Under the particular facts and circumstances of record in this nonpayment summary proceeding, Civil Court providently exercised its discretion and for good cause permanently stayed execution of the warrant of eviction so as to preserve the long-term (25-year) stabilized tenancy (see Parkchester Apts. Co. v Scott, 271 AD2d 273 [2000]; 102-116 Eighth Ave. Assoc. v Oyola, 299 AD2d 296 [2002]). Granted, the tenant’s substantial delay in releasing the rent funds held in escrow by her (now former) attorney constituted a material breach of the parties’ so-ordered settlement stipulation.

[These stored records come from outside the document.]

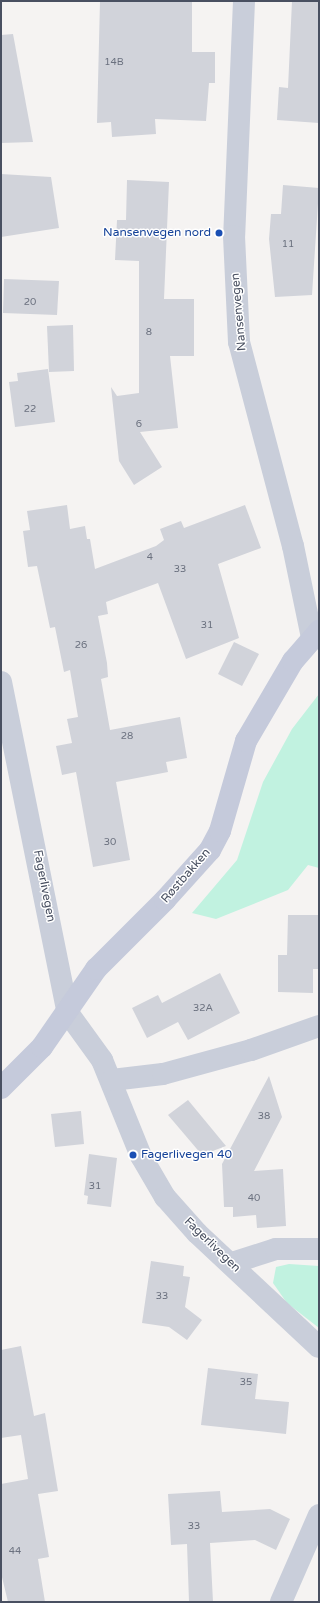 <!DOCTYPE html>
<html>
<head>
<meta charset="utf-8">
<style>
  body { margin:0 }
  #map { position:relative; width:320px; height:1603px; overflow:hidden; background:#f5f3f2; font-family:"Varela Round",sans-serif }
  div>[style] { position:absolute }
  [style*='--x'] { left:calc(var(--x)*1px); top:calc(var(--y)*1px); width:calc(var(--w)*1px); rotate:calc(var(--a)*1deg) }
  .green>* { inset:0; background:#c1f2e0 }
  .building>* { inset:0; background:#d1d3da }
  .street>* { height:22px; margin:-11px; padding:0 11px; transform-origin:11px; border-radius:11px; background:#c9ceda }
  .secondary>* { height:22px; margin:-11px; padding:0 11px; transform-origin:11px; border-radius:11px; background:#c5cadb }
  .dots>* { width:11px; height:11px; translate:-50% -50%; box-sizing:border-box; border:2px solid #fff; border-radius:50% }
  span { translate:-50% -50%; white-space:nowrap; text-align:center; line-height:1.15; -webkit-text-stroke:3px #fff; paint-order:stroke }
  .number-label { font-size:10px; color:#6b717f }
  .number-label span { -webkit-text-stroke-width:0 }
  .transit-label { font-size:12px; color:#164399 }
  .right { translate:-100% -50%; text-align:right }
  .left { translate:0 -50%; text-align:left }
  .street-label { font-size:12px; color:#495061 }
  .frame { position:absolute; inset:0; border:2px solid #495061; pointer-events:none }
</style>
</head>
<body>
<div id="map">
  <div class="green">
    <i style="clip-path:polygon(319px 694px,319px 868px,308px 865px,288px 890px,216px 919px,192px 913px,237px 860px,263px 782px,292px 729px)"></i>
    <i style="clip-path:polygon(289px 1264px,319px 1266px,319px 1328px,287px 1303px,273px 1283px,276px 1267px)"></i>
  </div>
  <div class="building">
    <i style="clip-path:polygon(100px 1px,192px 1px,192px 52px,215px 52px,215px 83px,209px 83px,206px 121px,155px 119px,156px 134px,112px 137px,111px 122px,97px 123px)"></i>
    <i style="clip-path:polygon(292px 1px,319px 1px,319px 123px,277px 120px,279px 87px,288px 88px)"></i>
    <i style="clip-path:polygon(13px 34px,33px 142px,1px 143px,1px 35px)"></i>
    <i style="clip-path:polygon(1px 174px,51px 177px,59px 228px,1px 237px)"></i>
    <i style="clip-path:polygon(127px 180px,169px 182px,164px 299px,194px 299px,194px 356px,170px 356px,178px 428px,140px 432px,162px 467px,134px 485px,119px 461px,111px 387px,117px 396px,139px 393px,139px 261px,115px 260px,117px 220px,126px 220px)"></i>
    <i style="clip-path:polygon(283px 185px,319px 188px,312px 295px,275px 297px,269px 239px,271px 214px,281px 214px)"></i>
    <i style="clip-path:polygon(4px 279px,59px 281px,57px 315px,3px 313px)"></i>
    <i style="clip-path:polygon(73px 325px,74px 371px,49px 372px,47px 326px)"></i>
    <i style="clip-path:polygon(48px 369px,55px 422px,15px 427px,9px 382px,18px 381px,17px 373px)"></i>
    <i style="clip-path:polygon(67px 505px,70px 529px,85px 526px,87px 539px,90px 539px,95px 569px,156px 546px,164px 540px,160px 529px,181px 521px,184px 528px,245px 505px,261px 548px,218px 564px,239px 638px,186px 659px,158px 583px,106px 602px,108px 614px,98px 616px,107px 663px,108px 677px,101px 679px,110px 730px,180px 717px,187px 758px,166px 762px,168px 772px,116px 782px,130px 860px,93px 867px,76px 772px,62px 775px,56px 746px,72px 743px,67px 719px,78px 717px,70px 670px,64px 672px,55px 627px,50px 628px,37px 566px,28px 567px,23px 531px,30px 530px,27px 511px)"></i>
    <i style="clip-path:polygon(234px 642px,259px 654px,242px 686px,218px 674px)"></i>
    <i style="clip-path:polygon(288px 915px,319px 915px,319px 969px,313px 969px,313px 993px,278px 992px,278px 955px,287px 955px)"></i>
    <i style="clip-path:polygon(220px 973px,240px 1013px,188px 1040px,178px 1022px,147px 1038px,132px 1008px,158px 995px,162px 1003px)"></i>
    <i style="clip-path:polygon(269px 1076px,282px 1117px,254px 1171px,283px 1169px,286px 1226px,257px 1228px,256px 1215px,233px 1217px,233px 1207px,224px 1207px,222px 1164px)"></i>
    <i style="clip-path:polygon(188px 1100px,226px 1146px,202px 1155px,168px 1115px)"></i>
    <i style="clip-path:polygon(81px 1111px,84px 1144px,55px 1147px,51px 1114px)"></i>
    <i style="clip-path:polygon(89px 1154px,117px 1158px,111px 1207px,87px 1204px,88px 1196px,84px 1195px)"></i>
    <i style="clip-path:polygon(151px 1261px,184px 1266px,183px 1276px,190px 1277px,185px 1307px,202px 1320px,187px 1340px,169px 1327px,142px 1323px)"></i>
    <i style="clip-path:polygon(21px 1346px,34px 1416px,45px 1413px,58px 1491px,38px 1494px,49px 1557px,38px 1559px,45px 1602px,8px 1602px,1px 1573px,1px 1484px,28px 1479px,21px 1435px,1px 1438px,1px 1350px)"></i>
    <i style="clip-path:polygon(208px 1368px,258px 1374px,255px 1399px,289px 1402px,286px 1434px,201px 1425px)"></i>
    <i style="clip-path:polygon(220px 1491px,222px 1512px,270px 1509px,290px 1519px,276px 1550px,255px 1540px,210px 1543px,213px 1602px,189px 1602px,187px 1544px,171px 1545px,168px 1494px)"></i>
  </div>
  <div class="street">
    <i style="--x:244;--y:1;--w:235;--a:92.4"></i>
    <i style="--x:234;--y:236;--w:106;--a:87.3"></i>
    <i style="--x:239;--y:342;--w:211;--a:75.2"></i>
    <i style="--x:293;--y:546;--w:94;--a:78.3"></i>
    <i style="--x:1;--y:682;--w:338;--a:78.6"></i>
    <i style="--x:68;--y:1013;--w:58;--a:54.1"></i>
    <i style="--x:102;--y:1060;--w:104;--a:67.9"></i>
    <i style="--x:141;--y:1156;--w:48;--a:59.7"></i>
    <i style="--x:165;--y:1197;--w:48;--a:48.4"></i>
    <i style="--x:197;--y:1233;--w:167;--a:43.1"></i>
    <i style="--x:112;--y:1080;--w:51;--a:-6.7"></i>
    <i style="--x:163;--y:1074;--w:91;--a:-15.3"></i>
    <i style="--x:251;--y:1050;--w:72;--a:-19.4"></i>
    <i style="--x:232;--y:1263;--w:46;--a:-17.7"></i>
    <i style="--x:276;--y:1249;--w:43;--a:0"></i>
    <i style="--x:281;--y:1602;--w:95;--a:-66.4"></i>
  </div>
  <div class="secondary">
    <i style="--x:1;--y:1088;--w:58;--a:-45"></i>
    <i style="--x:42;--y:1047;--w:95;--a:-55.3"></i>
    <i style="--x:96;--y:969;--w:98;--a:-45"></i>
    <i style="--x:165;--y:900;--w:67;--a:-48"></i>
    <i style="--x:210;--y:850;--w:21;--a:-62"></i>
    <i style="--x:220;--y:831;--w:94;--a:-73.9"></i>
    <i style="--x:246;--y:741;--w:93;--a:-59.6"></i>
    <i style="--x:293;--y:661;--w:40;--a:-49"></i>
  </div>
  <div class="dots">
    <i style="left:219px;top:233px;background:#1a4fb4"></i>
    <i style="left:133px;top:1155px;background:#1a4fb4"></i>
  </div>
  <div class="number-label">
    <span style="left:114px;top:63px">14B</span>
    <span style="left:288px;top:245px">11</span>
    <span style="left:30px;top:303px">20</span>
    <span style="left:149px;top:333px">8</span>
    <span style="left:30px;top:410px">22</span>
    <span style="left:139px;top:425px">6</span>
    <span style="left:150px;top:558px">4</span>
    <span style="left:180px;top:570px">33</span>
    <span style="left:207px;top:626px">31</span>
    <span style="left:81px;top:646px">26</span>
    <span style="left:127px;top:737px">28</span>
    <span style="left:110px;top:843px">30</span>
    <span style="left:203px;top:1009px">32A</span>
    <span style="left:264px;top:1117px">38</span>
    <span style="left:95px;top:1187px">31</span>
    <span style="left:254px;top:1199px">40</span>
    <span style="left:162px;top:1297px">33</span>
    <span style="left:246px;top:1383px">35</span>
    <span style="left:194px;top:1527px">33</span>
    <span style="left:15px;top:1552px">44</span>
  </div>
  <div class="transit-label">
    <span class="right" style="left:211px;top:233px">Nansenvegen nord</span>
    <span class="left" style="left:141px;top:1155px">Fagerlivegen 40</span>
  </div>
  <div class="street-label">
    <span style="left:239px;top:312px;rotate:-95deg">Nansenvegen</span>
    <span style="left:186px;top:876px;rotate:-49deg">Røstbakken</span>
    <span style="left:44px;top:886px;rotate:79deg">Fagerlivegen</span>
    <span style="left:212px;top:1245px;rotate:44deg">Fagerlivegen</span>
  </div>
  <div class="frame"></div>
</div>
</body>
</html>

However, the evidence presented by tenant on renewal unassailably established that the defaults in this regard resulted from prior counsel’s documented mental illness that “adversely affected his ability to function” (Weitzenberg v Nassau County Dept. of Recreation & Parks, 29 AD3d 683, 684-685 [2006]; see Avery v Caldwell, 55 AD3d 473 [2008]), and despite tenant’s repeated inquiries of counsel regarding the status of the case. In this posture, and considering that tenant timely deposited the rent funds into the escrow account and that her present counsel offered on renewal to make landlord whole by reimbursing it for the costs and reasonable legal fees incurred as a result of prior counsel’s derelictions, we find no cause to *76disturb the court’s discretionary determination to permanently stay execution of the warrant.
Shulman, J.E, Hunter, Jr., and Ling-Cohan, JJ., concur.